ABOUT THIS EXERCISE: Give back exactly the lines of the material below, starting with the line with "M417 1641 501" and going on through the line with "M872 2035V2127L855 2138".

RECORDS SHOWN:
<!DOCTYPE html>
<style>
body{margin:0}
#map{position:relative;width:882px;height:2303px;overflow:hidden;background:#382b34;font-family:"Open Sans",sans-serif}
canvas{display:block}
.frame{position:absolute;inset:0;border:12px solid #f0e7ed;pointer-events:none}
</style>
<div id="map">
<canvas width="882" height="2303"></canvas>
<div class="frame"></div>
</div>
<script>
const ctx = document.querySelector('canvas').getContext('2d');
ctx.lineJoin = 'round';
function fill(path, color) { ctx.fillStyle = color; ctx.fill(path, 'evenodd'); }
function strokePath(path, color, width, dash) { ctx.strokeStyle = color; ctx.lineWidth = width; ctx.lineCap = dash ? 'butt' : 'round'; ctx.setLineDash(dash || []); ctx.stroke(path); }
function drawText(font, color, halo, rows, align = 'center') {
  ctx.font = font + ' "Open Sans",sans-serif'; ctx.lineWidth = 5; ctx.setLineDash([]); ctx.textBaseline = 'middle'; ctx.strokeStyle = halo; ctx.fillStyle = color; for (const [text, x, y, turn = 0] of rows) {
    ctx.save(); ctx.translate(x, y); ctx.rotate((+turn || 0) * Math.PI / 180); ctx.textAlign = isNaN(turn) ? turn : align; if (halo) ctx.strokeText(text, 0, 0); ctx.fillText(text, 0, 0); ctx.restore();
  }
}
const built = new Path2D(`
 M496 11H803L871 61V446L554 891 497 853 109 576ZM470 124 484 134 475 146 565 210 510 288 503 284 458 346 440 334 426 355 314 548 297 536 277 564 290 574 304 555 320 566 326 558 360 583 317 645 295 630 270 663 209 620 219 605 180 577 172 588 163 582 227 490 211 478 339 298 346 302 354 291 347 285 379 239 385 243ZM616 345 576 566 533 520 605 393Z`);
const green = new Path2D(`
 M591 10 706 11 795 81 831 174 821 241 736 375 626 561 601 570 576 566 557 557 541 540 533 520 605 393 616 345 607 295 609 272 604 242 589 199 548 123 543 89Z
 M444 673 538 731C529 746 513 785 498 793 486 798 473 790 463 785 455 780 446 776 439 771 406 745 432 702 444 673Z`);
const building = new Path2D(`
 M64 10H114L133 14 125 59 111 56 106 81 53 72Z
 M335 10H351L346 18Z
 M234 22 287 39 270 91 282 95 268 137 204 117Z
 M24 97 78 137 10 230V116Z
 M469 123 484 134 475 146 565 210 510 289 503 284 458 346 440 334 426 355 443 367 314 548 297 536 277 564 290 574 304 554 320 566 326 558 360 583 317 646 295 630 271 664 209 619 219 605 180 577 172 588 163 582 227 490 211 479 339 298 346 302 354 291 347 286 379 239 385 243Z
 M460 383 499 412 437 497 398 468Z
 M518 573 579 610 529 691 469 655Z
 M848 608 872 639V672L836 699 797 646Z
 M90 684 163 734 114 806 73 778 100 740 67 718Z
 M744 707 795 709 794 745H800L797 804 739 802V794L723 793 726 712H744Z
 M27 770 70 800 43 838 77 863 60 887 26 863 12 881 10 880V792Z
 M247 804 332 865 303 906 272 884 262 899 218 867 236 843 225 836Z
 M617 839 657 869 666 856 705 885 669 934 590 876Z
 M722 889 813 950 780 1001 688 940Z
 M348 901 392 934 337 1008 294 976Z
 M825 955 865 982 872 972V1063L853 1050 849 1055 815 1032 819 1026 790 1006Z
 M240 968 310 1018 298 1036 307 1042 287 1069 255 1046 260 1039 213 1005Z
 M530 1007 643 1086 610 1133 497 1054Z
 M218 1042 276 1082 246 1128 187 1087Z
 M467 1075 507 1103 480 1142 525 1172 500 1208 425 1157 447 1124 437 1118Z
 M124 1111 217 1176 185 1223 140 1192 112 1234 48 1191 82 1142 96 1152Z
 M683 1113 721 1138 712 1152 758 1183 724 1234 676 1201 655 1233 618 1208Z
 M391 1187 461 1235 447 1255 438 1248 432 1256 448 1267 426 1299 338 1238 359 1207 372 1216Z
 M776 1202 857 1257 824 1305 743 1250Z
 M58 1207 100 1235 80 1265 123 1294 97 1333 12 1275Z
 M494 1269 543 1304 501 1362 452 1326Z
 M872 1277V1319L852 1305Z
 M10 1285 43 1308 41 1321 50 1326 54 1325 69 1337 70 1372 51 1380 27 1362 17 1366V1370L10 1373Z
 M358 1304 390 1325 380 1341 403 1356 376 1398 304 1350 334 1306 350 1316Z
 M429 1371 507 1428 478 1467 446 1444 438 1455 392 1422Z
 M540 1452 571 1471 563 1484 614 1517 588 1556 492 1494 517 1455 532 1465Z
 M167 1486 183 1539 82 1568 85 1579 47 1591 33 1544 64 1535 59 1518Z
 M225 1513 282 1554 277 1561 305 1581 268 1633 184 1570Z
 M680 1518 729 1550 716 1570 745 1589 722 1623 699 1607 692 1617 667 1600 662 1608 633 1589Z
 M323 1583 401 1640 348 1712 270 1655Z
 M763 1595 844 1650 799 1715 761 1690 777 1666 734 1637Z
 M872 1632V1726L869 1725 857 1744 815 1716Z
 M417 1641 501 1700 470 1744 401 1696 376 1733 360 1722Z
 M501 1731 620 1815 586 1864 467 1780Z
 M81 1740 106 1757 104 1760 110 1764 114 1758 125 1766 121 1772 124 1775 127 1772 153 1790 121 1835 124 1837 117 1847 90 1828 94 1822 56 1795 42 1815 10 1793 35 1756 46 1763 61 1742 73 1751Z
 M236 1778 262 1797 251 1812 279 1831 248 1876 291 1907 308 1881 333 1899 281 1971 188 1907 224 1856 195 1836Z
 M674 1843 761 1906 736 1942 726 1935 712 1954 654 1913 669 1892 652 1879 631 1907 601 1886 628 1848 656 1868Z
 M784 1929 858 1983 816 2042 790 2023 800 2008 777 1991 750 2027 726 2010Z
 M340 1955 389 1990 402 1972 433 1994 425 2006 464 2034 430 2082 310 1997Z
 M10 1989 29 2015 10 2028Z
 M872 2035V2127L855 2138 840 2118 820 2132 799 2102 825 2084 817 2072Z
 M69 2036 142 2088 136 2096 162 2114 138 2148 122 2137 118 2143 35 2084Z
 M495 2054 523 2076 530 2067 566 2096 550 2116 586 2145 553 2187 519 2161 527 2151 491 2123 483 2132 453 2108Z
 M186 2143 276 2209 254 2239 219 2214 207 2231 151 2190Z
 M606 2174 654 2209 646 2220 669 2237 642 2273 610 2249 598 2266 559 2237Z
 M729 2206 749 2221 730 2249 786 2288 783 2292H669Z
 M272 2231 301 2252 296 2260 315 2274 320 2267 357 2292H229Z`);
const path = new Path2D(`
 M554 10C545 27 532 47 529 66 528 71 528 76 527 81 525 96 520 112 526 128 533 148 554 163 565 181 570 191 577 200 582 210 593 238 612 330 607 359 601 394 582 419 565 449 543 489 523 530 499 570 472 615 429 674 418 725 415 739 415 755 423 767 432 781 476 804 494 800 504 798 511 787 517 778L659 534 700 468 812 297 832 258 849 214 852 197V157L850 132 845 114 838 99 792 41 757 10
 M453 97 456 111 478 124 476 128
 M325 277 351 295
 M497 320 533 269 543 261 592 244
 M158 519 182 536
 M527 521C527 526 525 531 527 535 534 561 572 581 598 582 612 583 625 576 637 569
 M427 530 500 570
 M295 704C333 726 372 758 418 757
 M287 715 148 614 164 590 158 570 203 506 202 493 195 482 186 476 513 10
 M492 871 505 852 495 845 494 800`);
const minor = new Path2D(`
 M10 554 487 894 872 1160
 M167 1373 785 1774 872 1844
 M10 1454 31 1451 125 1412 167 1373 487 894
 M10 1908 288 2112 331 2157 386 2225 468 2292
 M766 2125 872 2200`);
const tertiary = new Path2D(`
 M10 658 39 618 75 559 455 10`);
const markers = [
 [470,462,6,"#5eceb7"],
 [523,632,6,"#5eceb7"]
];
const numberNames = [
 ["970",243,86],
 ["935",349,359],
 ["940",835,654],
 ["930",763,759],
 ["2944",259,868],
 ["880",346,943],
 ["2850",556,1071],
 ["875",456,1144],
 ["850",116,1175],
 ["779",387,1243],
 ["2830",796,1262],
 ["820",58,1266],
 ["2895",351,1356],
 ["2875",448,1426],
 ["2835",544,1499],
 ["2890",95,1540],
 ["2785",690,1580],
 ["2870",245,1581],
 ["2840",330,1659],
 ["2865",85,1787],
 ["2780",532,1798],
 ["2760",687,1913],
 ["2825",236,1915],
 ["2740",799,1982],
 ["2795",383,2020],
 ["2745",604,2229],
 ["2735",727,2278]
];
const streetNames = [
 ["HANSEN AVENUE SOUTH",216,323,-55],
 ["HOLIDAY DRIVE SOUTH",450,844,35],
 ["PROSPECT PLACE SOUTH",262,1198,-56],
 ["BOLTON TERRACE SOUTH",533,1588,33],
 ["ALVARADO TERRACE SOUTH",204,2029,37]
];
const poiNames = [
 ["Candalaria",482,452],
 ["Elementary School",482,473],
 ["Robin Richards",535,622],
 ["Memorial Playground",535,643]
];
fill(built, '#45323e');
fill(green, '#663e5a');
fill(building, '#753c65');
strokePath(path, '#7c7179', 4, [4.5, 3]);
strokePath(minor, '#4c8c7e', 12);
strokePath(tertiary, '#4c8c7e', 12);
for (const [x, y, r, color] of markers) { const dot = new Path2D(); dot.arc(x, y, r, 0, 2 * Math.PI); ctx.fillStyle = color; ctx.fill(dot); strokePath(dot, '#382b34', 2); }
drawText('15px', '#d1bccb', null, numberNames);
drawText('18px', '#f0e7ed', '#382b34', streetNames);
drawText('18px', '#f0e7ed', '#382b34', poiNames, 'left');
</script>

TASK ANSWER:
 M417 1641 501 1700 470 1744 401 1696 376 1733 360 1722Z
 M501 1731 620 1815 586 1864 467 1780Z
 M81 1740 106 1757 104 1760 110 1764 114 1758 125 1766 121 1772 124 1775 127 1772 153 1790 121 1835 124 1837 117 1847 90 1828 94 1822 56 1795 42 1815 10 1793 35 1756 46 1763 61 1742 73 1751Z
 M236 1778 262 1797 251 1812 279 1831 248 1876 291 1907 308 1881 333 1899 281 1971 188 1907 224 1856 195 1836Z
 M674 1843 761 1906 736 1942 726 1935 712 1954 654 1913 669 1892 652 1879 631 1907 601 1886 628 1848 656 1868Z
 M784 1929 858 1983 816 2042 790 2023 800 2008 777 1991 750 2027 726 2010Z
 M340 1955 389 1990 402 1972 433 1994 425 2006 464 2034 430 2082 310 1997Z
 M10 1989 29 2015 10 2028Z
 M872 2035V2127L855 2138 840 2118 820 2132 799 2102 825 2084 817 2072Z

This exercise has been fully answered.